Stored items:
****************************************

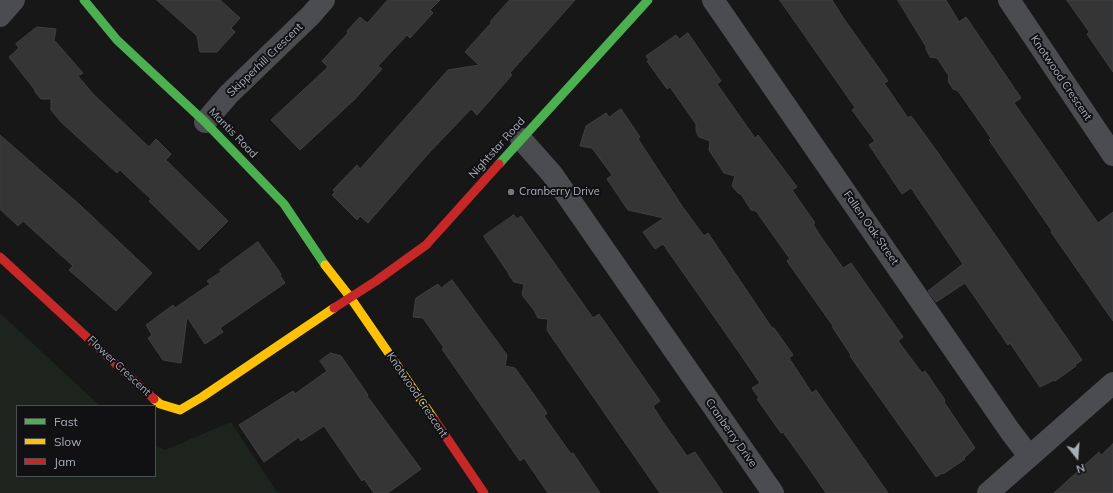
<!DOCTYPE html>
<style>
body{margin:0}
#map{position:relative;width:1113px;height:493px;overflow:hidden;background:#171717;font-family:Mulish,sans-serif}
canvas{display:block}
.legend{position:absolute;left:16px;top:405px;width:140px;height:72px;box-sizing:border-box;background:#111113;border:1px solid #4d4f55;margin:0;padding:5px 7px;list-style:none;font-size:12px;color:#a8adb8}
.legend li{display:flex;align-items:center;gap:8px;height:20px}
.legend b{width:20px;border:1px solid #4d4f55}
.north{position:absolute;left:1057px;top:437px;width:40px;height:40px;-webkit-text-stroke:3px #111113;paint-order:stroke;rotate:163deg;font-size:11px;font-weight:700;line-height:16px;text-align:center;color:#a8adb8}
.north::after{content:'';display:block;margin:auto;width:14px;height:18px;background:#a8adb8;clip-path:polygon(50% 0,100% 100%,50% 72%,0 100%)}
</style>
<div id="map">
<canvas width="1113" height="493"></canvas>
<ul class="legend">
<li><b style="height:5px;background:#4caf50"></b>Fast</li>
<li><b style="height:5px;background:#ffc107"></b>Slow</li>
<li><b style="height:5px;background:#c62828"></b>Jam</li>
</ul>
<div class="north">N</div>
</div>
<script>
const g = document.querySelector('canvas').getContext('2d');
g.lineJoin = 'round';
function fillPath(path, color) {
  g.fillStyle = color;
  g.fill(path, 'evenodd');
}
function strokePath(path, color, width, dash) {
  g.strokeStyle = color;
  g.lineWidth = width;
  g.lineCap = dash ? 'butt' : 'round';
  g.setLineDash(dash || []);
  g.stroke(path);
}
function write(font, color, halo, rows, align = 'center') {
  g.font = font + ' Mulish,sans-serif';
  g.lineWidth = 4;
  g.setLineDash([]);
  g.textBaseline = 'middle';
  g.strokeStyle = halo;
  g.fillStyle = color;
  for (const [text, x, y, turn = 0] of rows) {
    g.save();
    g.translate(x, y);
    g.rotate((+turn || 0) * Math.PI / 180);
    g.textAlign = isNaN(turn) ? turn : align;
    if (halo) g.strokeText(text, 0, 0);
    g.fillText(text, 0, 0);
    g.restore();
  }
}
fillPath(new Path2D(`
 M0 313 100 406H17V476H155V446L165 450 231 422 276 491 281 493H0Z`), '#1d241e');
const building = new Path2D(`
 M157 0H220L240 18 231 28 235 32 217 52H200L197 36Z
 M388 0H440L430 10 433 13 410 38 407 35 378 66 382 69 372 80 355 99 300 150 271 120 328 67 322 61 348 33 347 31 360 17 367 23Z
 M510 0H575L510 73 512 75 477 115 471 109 427 155 368 223 360 216 357 220 332 195 335 192 333 190 357 165 360 169 448 70 479 65 465 52 491 23V21Z
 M780 0H832L844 19 888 81 884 83 908 118 911 116 936 150 1082 360 1075 365 1076 366 1055 381 1054 380 1040 387 1010 343 1008 345 965 283 936 302 928 291 963 264 911 188 902 194 869 145 875 141 852 110 855 108Z
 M898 0H946L959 22 966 17 1021 98 1014 103 1098 223 1113 212V321L1051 232 1052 231 989 140 991 138 958 91 953 89 948 81 949 76 937 58 930 57 926 49V47Z
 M1067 0H1113V72L1087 34 1089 32Z
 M37 27 56 29 54 40 83 73 78 76 93 94 149 147 156 139 171 154 166 160 228 221 199 250 149 201 151 199 120 170 117 173 61 122 51 110V99H41L35 92V90L9 57 19 48 16 44Z
 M688 33 721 81 717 84 755 138 758 135 797 187 792 190 815 223 813 224 819 234 843 268 851 263 903 337 898 341 922 373 925 371 945 400 944 402 975 448 964 458 965 459 943 474 942 473 936 477 850 356 851 355 833 328V326L787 261 790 259 756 211 751 210 741 194 738 193 732 186 735 176 724 173 709 150 710 141 699 137 696 131V124L670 87 667 89 647 61 649 60 646 56 676 35 679 39Z
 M621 109 640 137 638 139 682 206 704 236 708 233 772 328H774L793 355 789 358 812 393 816 390 888 493H826L806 464 783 432 781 433 757 399 759 398 752 388 760 383 736 348 663 244 655 249 643 232 664 218 628 210 607 179 612 175 592 148 580 146 586 126 606 113 609 117Z
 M0 135 80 205 152 273 116 311 69 270 73 266 23 221 18 226 0 209Z
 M514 215 517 219 521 216 593 318 599 314 660 401 653 406 663 422 687 456 695 452 723 493H660L553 339 547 330 548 319 538 318 534 310 522 295 524 284 514 282 509 275V274L486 240 484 236Z
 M258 242 281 274 280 275 285 283 220 328 223 332 205 344 187 317 181 363 163 360 148 338 152 335 146 325 173 305 175 308 210 284 207 281 221 272 220 270Z
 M452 280 507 355 505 366 515 368 547 413 544 416 571 454 573 453 600 493H548L524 458 520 461 442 349 444 348 423 318 413 317 416 298 438 284 441 288Z
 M331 353 341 356 368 395 367 396 421 469 388 493H374L364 479 362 481 324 426 301 441 299 437 264 462 239 425 293 391 295 394 327 371 320 361Z
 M1113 444V493H1054L1099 452 1101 455Z`);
fillPath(building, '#353536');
strokePath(building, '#3f4043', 1);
strokePath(new Path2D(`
 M713 0 1010 431 1029 456
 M1009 0 1113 155
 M0 16 14 0
 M205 122 229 94 311 15 324 0
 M521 139 552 174 773 493
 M988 493 1113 383`), '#4b4c50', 22);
strokePath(new Path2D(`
 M84 0 117 40 205 122 284 204 325 265
 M499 164 648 0`), '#4caf50', 9);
strokePath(new Path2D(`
 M325 265 350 297 434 419
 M154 399 160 404 180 410 202 397 334 308`), '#ffc107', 9);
strokePath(new Path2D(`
 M0 257 154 399
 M334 308 376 281 426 245 499 164
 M434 419 484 493`), '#c62828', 9);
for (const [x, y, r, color] of [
 [511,192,4,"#757880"]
]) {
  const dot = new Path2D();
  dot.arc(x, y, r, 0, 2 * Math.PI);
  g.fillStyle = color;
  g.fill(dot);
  strokePath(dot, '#111113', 1.5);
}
write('11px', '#a8adb8', '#111113', [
 ["Skipperhill Crescent",265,60,-44],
 ["Knotwood Crescent",1061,78,56],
 ["Mantis Road",233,133,46],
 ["Nightstar Road",497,148,-48],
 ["Fallen Oak Street",871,228,55],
 ["Flower Crescent",119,366,43],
 ["Knotwood Crescent",417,395,56],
 ["Cranberry Drive",731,433,55]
]);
write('11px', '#a8adb8', '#111113', [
 ["Cranberry Drive",519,192]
], 'left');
</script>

****************************************

Prompt:
Lines containing the word "canvas" are to be located in the entries and copied.

Output below:
canvas{display:block}
<canvas width="1113" height="493"></canvas>
const g = document.querySelector('canvas').getContext('2d');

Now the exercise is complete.